Prima di riposarsi di nuovo seduti nel giardino o in una panchina all’ombra, bisogna fare un ultimo sforzo e salire un altro centinaio di scalini, attraverso una stretta e ripida scala a chiocciola all’interno della chiesa, per arrivare alla sommità della cupola. Dove da un piccolo terrazzo si potrà ammirare un paesaggio fantastico, con i colli bolognesi che si perdono a vista d’occhio da un lato, mentre davanti ci sono gli Appennini che dividono l’Emilia dalla Toscana, e più sotto la città di Bologna.

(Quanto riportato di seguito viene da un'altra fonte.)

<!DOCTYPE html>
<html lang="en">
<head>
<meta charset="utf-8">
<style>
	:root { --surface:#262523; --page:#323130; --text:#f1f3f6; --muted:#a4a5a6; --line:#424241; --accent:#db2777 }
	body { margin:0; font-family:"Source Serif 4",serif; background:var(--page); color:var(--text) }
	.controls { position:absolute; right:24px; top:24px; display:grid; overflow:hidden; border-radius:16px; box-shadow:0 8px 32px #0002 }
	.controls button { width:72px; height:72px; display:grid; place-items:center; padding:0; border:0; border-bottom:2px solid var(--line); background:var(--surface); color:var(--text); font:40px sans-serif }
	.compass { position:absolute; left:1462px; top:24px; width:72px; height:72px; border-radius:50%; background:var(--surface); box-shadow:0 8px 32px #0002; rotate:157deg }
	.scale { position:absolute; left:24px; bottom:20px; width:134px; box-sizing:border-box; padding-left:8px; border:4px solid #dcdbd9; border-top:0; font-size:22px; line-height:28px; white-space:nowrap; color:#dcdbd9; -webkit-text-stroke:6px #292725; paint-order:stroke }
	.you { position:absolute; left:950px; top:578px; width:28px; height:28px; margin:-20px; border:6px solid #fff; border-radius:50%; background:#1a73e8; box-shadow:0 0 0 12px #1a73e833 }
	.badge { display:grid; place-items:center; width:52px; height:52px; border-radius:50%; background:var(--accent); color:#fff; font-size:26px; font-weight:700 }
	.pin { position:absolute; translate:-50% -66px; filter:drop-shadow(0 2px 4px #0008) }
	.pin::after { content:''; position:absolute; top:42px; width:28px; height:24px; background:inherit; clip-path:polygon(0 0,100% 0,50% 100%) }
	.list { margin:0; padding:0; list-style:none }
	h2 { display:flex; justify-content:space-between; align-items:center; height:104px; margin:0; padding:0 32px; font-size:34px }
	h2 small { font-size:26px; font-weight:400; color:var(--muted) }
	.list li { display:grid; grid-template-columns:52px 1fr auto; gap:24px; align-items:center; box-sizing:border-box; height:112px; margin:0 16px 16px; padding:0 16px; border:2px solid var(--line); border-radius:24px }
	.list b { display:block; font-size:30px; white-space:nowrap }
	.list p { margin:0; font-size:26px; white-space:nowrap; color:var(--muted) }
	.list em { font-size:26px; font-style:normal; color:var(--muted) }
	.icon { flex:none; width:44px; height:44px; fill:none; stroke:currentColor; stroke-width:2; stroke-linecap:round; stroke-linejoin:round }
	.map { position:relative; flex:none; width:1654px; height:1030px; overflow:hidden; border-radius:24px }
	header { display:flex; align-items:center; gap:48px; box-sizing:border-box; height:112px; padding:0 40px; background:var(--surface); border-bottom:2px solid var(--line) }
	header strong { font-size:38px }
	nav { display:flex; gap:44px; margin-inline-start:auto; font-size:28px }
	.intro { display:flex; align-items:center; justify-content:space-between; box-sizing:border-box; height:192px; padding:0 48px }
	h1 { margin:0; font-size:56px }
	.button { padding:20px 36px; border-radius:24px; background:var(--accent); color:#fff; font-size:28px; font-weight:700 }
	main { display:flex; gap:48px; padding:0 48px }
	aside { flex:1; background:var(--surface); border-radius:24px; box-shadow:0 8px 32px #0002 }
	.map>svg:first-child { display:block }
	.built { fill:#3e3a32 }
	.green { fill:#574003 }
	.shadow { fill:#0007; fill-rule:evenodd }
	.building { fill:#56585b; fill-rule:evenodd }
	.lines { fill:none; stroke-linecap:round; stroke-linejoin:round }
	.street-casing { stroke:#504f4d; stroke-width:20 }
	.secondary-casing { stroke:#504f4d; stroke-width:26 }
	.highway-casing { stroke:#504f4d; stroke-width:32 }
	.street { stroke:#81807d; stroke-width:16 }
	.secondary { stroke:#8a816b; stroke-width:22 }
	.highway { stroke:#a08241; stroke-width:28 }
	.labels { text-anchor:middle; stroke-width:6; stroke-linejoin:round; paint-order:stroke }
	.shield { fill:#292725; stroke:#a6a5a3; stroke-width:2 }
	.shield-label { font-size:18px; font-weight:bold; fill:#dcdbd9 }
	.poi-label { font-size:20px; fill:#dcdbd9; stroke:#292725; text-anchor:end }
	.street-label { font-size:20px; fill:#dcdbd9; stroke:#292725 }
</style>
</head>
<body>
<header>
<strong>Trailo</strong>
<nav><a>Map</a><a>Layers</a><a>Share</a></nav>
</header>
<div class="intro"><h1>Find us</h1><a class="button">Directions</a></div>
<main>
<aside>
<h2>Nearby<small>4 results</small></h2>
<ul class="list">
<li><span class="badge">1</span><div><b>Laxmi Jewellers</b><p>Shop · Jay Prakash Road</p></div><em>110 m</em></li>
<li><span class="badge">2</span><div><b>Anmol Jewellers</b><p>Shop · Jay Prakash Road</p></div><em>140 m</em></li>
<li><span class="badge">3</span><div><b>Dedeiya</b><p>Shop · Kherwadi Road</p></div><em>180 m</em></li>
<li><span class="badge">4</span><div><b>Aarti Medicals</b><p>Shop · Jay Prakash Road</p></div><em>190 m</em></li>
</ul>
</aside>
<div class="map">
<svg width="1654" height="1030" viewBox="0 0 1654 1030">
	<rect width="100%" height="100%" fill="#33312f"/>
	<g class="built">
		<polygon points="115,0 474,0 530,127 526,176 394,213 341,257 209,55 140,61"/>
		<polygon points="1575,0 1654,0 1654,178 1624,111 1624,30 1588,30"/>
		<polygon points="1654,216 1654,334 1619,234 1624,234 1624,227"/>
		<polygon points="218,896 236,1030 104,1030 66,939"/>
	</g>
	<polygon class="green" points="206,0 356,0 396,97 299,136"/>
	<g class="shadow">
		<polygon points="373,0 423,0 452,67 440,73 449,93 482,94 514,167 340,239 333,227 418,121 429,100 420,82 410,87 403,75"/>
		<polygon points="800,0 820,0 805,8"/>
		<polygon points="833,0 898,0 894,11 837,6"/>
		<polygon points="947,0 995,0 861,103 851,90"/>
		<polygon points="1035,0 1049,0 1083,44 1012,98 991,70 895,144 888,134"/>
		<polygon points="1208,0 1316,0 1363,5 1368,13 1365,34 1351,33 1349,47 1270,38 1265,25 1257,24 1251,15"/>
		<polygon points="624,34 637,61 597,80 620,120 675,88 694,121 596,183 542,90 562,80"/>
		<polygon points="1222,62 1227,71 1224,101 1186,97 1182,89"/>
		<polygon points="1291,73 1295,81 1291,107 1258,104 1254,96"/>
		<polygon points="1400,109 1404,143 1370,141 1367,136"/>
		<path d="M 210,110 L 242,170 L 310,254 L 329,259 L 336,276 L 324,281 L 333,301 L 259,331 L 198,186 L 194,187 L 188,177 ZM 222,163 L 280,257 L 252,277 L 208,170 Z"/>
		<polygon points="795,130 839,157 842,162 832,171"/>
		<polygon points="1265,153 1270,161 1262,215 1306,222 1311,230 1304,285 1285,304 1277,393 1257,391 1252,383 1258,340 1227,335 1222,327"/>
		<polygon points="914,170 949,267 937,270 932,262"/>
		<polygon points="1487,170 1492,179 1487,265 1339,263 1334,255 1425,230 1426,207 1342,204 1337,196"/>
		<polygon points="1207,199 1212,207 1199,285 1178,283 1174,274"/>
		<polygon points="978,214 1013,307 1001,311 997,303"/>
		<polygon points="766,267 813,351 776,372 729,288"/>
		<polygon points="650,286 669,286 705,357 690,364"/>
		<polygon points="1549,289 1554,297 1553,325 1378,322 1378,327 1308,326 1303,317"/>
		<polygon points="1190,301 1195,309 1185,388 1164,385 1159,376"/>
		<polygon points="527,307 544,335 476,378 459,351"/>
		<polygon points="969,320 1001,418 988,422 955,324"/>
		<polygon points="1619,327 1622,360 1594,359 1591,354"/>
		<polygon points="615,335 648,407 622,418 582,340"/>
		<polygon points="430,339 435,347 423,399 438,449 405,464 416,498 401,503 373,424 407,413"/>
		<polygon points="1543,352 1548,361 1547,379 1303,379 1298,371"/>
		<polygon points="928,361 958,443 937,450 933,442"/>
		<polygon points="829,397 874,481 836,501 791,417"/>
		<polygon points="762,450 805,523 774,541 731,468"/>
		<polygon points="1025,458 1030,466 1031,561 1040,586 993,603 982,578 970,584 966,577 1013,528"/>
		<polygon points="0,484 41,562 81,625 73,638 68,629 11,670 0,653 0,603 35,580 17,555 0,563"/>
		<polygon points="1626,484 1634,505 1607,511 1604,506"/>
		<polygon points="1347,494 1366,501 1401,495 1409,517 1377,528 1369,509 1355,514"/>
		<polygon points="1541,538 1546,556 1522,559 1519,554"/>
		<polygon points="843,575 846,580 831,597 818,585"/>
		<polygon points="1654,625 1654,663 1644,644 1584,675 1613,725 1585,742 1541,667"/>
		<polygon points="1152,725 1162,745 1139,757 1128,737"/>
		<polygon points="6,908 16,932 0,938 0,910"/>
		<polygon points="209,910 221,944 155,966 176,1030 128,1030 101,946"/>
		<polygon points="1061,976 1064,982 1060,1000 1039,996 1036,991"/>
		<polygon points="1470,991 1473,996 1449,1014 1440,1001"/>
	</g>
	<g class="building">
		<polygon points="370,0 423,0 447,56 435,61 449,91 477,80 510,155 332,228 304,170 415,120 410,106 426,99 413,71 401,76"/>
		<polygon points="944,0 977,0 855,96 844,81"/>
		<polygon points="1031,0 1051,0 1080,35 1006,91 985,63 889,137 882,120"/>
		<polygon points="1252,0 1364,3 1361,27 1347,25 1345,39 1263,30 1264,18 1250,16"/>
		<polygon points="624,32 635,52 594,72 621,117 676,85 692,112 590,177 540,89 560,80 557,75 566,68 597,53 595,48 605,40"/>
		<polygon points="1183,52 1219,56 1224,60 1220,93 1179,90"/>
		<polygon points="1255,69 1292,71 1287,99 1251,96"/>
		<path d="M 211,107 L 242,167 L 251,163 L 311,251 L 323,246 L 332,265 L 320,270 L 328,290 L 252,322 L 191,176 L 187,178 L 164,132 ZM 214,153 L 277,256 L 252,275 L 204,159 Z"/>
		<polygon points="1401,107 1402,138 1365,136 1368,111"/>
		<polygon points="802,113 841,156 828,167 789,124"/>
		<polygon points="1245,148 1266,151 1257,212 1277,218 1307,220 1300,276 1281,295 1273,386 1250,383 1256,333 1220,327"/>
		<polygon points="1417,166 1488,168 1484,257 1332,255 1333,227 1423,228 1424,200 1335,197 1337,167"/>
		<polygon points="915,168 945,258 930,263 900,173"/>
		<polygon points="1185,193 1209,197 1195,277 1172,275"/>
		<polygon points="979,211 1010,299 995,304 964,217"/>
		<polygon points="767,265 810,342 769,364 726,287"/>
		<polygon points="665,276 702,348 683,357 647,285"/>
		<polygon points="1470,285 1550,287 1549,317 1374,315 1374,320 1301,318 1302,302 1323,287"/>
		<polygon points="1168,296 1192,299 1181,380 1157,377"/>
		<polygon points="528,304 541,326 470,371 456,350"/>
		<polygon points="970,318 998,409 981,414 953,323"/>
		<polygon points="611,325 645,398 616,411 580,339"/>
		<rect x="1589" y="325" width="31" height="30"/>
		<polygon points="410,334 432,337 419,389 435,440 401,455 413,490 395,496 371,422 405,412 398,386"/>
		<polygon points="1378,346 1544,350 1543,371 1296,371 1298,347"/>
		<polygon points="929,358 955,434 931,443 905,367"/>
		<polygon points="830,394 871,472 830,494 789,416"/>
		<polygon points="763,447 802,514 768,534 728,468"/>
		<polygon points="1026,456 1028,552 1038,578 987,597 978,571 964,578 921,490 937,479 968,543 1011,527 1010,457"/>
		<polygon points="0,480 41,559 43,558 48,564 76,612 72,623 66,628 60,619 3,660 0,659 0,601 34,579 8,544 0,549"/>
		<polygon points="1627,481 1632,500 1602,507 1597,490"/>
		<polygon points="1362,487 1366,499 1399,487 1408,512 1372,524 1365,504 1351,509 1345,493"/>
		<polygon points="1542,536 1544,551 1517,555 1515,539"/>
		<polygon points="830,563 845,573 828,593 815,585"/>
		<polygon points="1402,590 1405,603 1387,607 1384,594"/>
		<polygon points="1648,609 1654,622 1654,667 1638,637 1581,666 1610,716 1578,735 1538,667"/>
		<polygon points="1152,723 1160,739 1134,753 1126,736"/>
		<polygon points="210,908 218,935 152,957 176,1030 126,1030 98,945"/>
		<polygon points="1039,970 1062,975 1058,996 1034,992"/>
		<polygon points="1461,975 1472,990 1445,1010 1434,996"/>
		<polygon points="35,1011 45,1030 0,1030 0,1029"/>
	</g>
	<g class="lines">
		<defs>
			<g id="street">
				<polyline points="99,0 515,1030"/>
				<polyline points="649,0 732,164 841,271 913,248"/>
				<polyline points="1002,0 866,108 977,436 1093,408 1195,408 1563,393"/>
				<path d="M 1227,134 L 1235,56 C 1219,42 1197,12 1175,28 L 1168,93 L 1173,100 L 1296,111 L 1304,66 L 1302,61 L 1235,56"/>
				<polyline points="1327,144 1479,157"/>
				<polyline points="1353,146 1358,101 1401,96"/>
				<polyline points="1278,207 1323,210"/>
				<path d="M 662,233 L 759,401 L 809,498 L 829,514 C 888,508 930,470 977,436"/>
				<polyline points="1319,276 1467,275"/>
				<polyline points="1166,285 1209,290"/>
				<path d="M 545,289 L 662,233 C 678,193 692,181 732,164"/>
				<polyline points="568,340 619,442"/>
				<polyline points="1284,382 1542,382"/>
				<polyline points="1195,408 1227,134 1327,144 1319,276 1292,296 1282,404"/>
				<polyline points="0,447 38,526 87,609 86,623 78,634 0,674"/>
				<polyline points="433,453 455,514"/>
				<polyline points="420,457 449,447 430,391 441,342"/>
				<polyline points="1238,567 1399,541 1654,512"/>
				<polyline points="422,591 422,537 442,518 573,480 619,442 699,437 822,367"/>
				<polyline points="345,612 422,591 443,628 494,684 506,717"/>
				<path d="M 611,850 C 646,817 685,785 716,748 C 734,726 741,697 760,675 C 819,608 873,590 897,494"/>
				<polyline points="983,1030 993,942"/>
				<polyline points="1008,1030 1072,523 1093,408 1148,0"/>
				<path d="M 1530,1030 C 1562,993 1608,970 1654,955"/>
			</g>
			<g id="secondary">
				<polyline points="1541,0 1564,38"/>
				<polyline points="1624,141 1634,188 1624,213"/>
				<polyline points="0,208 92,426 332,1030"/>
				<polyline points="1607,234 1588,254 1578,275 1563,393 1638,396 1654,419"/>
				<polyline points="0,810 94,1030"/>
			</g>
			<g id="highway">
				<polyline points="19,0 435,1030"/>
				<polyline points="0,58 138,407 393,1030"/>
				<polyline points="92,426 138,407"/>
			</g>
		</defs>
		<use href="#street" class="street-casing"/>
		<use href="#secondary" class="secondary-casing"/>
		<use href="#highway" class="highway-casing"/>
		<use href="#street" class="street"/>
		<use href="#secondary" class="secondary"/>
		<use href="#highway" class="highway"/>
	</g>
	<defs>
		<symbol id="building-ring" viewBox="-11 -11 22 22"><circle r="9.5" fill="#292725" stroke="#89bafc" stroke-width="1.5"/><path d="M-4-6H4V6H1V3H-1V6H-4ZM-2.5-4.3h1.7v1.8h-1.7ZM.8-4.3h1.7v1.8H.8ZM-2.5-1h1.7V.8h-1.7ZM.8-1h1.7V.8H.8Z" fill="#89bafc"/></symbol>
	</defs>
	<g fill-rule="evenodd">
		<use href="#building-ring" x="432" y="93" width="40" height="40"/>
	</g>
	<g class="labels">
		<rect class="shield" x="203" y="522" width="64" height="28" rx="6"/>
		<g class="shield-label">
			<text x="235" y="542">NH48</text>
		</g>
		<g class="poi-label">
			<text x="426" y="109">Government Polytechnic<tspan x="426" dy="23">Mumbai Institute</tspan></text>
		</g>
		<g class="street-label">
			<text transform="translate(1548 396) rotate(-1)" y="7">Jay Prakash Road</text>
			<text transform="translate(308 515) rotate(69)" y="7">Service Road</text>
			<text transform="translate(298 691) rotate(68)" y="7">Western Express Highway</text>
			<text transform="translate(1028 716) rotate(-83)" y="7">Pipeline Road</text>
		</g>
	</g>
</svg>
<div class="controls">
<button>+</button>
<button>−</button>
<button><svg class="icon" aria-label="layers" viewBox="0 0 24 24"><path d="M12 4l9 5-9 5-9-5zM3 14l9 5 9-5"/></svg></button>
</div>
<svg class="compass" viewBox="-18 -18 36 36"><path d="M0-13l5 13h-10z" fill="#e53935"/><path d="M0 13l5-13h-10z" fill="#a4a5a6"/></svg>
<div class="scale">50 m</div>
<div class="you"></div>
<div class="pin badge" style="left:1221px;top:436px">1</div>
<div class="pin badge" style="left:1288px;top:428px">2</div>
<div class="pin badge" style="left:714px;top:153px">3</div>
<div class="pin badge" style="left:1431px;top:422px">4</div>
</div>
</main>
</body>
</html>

Intanto in chiesa c’è chi accende un cero votivo, chi prega e chi si siede solamente per stare un po’ al fresco. Nei giardini, un piccolo gruppo di ragazzi festeggia la laurea di una loro amica, che è venuta a rendere grazia a San Luca. In testa la classica corona di alloro e dalle sue labbra, la famosa frase dei bolognesi: «Lo avevo promesso, se mi laureavo sarei venuta a piedi fino a San Luca». Seduto su una panchina, prima di affrontare la discesa verso la città, parlo con un prete che mi spiega quanto è davvero importante San Luca per questa terra: «Vedi, io penso che per i bolognesi, sapere che c’è il santuario è come sentirsi protetti. Basta alzare gli occhi verso il colle della guardia e avere la certezza che vedrai sempre la cupola». Si sistema il colletto della camicia, incrocia le mani e poi continua: «I lunghi portici per arrivare fin qui sono come un cordone ombelicale che lega il santuario alla città. Li unisce in modo indelebile». Si guarda intorno, fa un respiro profondo e riprende a parlare: «Devi vedere che bello, quando c’è la processione nel mese di maggio, che fa scendere la Madonna dal santuario alla città: tantissima gente si affolla lungo il tragitto sotto i portici».

Ci salutiamo, ma prima di andarmene mi dice ancora: «Che poi il nome completo è Santuario della Beata Vergine di San Luca, ma tutti lo chiamano solo San Luca. E la tradizione vuole che il giorno della processione piova sempre».